Yesterday was International Women’s Day and I spoke at a beautiful event in Roxby Downs, organised by courageous strong women who weren’t in for men-bashing. Likewise, in this post, I don’t want to set up gender against gender. Even saying men and women is too limiting; gender is much broader and more subtle than that. Not that there isn’t so much horrible violence done to those in the minority genders (women, transgender, etc.) Jesus was on about the person first, and St Paul caught on exactly: “There is no longer Jew or Greek, there is no longer slave or free, there is no longer male and female; for all of you are one in Christ Jesus.” Gal 3:28

The other day I was shocked to read in Friedrich Neitschke’s 1880s book ‘Thus Spoke Zarathustra’: “Man should be trained for war and women for the recreation of the warrior: all else is folly.” That mindset is limiting for people of all genders.
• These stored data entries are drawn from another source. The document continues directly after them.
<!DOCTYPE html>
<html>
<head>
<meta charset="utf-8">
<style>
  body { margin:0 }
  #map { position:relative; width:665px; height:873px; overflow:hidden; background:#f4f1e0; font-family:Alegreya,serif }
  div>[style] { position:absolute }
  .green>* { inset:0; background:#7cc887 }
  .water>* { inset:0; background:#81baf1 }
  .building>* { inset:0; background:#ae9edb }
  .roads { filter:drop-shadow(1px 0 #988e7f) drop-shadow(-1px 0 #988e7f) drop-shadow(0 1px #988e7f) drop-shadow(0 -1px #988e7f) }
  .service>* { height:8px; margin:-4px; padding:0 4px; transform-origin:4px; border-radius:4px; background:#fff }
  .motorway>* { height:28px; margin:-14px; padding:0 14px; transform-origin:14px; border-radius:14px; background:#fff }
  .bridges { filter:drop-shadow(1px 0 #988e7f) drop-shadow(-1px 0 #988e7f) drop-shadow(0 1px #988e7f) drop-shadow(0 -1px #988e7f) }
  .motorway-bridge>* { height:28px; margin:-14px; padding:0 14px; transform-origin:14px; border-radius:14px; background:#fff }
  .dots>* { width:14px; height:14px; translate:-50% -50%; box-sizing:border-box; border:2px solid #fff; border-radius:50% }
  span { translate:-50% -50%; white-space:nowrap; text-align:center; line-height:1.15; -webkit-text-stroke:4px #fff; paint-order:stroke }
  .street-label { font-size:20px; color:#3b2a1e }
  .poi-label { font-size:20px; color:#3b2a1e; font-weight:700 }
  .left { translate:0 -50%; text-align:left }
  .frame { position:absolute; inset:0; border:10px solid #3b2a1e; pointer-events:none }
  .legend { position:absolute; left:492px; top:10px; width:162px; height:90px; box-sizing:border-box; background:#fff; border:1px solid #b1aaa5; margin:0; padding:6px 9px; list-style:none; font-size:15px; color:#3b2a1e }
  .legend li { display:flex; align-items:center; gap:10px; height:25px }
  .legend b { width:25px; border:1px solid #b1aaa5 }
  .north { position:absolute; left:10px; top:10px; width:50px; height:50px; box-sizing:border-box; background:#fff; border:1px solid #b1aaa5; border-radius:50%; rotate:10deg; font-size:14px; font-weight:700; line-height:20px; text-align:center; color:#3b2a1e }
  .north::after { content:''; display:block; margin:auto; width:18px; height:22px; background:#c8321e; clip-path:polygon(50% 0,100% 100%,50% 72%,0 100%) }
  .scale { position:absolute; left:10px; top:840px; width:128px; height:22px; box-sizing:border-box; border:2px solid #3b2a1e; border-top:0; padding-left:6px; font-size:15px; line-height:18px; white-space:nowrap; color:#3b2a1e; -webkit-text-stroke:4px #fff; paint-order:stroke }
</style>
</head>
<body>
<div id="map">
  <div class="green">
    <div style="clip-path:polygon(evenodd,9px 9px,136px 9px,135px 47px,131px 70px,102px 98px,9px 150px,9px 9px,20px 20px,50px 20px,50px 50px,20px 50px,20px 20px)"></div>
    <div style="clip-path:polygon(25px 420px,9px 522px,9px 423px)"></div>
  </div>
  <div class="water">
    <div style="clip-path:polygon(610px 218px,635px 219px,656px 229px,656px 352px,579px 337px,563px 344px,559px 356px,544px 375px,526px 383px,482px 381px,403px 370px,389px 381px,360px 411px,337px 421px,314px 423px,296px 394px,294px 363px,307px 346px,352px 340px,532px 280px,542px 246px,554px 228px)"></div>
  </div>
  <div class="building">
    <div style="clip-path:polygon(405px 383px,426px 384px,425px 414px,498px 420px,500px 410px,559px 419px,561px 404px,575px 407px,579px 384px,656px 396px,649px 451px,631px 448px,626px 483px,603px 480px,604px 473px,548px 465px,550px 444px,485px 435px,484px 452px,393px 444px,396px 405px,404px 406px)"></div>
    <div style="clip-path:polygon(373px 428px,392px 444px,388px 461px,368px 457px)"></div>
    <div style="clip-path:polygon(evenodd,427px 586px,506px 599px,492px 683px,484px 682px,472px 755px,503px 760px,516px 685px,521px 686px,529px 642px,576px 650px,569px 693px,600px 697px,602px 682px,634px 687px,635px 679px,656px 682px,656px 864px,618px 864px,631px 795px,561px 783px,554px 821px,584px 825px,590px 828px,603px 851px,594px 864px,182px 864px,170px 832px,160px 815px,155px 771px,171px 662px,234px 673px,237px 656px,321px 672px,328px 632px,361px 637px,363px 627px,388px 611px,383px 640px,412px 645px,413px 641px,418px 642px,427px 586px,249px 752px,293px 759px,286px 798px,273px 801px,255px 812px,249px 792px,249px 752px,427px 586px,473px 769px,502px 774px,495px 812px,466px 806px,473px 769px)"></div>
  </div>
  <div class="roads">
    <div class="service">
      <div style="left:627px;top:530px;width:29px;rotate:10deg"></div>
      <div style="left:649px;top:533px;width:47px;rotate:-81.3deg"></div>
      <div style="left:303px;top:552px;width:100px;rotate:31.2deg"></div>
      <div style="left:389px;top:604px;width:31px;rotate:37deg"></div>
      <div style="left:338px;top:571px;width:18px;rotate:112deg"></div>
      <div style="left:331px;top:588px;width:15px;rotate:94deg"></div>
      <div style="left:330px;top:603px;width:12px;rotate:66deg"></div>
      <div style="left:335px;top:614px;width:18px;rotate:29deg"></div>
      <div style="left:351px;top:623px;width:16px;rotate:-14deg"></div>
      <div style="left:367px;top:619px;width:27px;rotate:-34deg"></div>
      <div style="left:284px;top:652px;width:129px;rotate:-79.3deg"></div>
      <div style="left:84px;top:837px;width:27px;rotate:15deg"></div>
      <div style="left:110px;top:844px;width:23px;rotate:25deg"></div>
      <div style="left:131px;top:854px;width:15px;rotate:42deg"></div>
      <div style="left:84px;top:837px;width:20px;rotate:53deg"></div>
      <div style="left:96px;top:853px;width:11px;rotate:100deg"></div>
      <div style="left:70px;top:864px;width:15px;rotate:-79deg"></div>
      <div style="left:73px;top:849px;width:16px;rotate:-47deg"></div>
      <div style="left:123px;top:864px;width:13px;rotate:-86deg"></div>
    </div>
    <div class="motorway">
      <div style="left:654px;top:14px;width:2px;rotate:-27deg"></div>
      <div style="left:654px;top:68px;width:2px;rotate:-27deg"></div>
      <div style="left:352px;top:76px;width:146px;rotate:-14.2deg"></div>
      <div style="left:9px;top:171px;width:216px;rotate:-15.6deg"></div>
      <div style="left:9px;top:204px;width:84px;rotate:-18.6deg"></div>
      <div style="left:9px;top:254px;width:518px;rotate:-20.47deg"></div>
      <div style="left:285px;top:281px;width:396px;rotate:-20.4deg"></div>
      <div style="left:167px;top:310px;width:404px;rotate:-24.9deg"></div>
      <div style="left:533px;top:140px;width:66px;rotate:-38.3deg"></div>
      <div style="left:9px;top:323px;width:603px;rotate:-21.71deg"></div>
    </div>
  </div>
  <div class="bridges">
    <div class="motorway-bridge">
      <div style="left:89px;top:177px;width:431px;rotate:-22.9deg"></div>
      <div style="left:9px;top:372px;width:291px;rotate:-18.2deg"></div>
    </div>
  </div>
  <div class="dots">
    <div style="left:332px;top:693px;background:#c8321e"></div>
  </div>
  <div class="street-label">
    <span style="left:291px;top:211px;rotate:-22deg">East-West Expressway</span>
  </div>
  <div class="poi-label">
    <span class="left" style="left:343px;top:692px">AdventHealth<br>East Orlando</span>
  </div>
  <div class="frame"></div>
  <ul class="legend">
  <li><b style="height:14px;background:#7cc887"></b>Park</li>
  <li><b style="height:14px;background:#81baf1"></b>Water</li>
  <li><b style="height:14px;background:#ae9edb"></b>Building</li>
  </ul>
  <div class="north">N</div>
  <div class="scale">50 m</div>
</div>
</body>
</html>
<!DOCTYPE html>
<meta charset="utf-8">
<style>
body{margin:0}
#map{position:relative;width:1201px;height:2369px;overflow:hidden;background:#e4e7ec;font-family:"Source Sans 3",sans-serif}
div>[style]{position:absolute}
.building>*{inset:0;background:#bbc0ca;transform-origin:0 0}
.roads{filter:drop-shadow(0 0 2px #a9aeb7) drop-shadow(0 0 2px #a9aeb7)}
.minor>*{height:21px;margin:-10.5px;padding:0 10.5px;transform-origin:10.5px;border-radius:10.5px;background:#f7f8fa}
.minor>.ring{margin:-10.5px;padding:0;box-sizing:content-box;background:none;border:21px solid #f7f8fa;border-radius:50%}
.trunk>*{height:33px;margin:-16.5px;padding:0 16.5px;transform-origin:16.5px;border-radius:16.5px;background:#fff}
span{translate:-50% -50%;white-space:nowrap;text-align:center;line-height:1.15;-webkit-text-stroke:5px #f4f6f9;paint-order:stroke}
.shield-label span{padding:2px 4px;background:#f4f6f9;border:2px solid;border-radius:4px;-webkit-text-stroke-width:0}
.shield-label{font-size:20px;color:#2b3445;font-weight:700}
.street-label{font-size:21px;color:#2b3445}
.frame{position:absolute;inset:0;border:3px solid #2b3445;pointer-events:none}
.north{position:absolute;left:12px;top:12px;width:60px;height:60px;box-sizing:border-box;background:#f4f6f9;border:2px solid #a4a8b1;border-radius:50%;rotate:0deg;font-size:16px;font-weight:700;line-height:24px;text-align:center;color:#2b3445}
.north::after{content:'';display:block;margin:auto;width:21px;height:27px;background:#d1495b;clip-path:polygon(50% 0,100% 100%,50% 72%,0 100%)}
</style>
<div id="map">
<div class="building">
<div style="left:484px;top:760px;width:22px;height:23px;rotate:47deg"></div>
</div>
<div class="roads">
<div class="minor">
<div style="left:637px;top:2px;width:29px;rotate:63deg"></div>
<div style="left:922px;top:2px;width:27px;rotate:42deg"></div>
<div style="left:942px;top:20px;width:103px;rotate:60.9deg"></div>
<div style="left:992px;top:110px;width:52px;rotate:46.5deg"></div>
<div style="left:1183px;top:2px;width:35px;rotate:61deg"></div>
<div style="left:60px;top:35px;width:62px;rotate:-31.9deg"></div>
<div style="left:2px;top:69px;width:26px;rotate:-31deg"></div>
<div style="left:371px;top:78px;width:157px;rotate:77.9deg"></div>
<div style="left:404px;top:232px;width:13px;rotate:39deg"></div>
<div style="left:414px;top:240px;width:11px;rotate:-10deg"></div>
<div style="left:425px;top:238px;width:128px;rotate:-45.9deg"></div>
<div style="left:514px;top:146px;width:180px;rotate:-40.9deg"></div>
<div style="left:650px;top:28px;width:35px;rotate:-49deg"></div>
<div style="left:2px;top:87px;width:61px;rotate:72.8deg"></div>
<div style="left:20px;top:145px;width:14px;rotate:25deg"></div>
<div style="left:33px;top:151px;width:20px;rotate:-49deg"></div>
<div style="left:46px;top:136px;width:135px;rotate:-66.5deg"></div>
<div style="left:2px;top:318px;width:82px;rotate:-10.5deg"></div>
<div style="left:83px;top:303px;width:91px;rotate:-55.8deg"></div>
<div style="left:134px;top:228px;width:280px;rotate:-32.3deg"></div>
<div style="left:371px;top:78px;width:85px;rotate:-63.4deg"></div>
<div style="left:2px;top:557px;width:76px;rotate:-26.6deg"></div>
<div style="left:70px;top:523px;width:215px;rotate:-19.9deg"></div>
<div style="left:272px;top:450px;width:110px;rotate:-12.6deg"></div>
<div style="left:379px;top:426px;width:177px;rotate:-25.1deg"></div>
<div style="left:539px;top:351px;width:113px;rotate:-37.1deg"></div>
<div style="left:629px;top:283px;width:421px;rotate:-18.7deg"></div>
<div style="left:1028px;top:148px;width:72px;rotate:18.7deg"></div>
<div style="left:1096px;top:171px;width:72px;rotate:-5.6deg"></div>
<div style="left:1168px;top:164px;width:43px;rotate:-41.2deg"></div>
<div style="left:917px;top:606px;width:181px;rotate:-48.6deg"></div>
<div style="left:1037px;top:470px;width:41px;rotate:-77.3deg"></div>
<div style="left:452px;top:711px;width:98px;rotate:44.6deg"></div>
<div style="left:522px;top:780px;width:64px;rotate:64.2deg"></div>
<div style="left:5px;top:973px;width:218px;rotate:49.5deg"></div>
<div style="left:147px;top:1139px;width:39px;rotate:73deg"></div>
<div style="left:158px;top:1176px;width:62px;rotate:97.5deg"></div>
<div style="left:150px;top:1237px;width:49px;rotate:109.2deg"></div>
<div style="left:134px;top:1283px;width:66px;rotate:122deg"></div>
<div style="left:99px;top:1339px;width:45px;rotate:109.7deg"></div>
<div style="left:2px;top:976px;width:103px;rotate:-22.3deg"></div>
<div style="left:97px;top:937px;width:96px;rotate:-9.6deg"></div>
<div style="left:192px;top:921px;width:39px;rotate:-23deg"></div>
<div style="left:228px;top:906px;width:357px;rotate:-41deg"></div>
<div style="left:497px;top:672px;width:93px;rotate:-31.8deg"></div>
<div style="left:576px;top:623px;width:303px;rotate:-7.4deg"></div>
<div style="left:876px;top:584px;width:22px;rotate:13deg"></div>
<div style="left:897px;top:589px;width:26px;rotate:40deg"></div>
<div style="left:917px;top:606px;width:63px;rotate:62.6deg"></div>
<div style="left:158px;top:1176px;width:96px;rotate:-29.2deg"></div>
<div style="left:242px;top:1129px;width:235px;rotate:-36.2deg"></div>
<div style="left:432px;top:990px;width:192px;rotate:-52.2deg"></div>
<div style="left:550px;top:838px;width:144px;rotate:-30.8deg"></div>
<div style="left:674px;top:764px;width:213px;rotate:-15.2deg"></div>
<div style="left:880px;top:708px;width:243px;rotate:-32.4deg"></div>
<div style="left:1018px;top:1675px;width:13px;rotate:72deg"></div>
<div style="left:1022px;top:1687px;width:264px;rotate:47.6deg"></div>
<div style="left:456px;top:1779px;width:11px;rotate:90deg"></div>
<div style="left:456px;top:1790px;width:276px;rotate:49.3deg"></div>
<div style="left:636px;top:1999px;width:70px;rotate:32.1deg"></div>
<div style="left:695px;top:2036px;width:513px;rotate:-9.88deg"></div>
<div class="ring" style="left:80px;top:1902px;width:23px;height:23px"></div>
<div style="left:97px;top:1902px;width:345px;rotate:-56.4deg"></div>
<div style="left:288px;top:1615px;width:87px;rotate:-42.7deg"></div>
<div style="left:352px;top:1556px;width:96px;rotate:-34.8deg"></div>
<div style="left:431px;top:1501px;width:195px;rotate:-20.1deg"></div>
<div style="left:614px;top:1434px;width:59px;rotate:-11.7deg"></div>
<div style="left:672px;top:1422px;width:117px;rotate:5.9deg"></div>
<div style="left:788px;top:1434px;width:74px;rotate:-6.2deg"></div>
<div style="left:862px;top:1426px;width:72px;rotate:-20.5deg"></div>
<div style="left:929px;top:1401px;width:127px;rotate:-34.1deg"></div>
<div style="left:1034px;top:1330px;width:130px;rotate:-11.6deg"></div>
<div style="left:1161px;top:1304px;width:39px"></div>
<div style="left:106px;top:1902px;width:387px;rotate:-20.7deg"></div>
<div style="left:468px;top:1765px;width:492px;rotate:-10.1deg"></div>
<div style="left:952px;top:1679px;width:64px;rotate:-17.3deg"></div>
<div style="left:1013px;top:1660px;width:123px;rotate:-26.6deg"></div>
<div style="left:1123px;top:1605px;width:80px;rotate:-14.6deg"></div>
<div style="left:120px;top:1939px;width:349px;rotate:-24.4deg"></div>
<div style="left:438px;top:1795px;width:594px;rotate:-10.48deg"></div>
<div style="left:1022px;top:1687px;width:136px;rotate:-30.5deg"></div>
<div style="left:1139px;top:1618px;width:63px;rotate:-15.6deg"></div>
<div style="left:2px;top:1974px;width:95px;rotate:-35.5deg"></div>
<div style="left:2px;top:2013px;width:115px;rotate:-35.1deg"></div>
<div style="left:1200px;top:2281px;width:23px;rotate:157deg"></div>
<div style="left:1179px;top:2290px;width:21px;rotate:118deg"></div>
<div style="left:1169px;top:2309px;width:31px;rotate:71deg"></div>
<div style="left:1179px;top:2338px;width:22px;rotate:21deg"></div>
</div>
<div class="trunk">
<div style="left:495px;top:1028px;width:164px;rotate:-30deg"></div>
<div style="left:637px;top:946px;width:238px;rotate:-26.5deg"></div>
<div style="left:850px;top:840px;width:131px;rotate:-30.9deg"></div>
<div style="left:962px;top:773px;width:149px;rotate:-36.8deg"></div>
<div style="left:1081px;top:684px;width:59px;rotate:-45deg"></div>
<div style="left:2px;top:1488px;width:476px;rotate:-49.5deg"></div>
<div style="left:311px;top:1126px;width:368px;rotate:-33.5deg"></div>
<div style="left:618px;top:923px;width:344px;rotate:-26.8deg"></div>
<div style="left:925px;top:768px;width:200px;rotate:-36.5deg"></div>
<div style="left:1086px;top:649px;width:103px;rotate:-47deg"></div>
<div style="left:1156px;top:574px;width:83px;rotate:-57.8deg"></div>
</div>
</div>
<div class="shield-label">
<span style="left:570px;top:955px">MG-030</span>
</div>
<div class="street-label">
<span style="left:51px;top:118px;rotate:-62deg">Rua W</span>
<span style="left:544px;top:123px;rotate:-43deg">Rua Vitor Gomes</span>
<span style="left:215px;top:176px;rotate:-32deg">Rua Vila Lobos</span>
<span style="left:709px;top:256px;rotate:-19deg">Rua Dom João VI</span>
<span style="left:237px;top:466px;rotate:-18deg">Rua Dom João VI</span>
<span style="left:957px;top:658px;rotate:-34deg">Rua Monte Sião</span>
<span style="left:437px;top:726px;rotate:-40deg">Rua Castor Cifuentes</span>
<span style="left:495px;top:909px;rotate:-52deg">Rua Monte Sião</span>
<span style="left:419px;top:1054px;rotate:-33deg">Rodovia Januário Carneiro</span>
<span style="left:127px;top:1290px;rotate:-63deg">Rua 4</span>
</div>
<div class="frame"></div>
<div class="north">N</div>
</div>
However, in the last week, I have been surprised over and over by small kindness I have noticed of men towards children, which certainly defeats the stereotype of the unfeeling male warrior. There have been little things – a father holding his child’s hand escorting him to school; a father of a newborn playing with his one-year-old to keep his mother free for breastfeeding; and a man playing father to 4 young children, racing them on a trolley to their sheer delight! But the most moving was a scene that played out at a short distance from our kitchen window. I looked on with a friend with the protagonist never suspecting he had an audience. It was a young father with a son of maybe 2 or 3 years. They climbed together up from the sanddune with hats, backpacks and hands filled with each other’s. When they reached the top they stopped for a break in the shade and the father squatted down, took off his backpack and found the drink of water. After they had both been refreshed, he replaced the backpack and, hand-in-hand they walked off. It was such a simple scene, yet so touching. Would that all children could grow up with fathers like this – then the Our Father prayer would really make sense!

[Of course, it goes without saying that our images of God include mother, rock, friend, lover, shepherd, hen, etc. too. Different images speak in different ways to different people, but Jesus’ prayer is hard to hear by those who have not had good experiences of fathers.]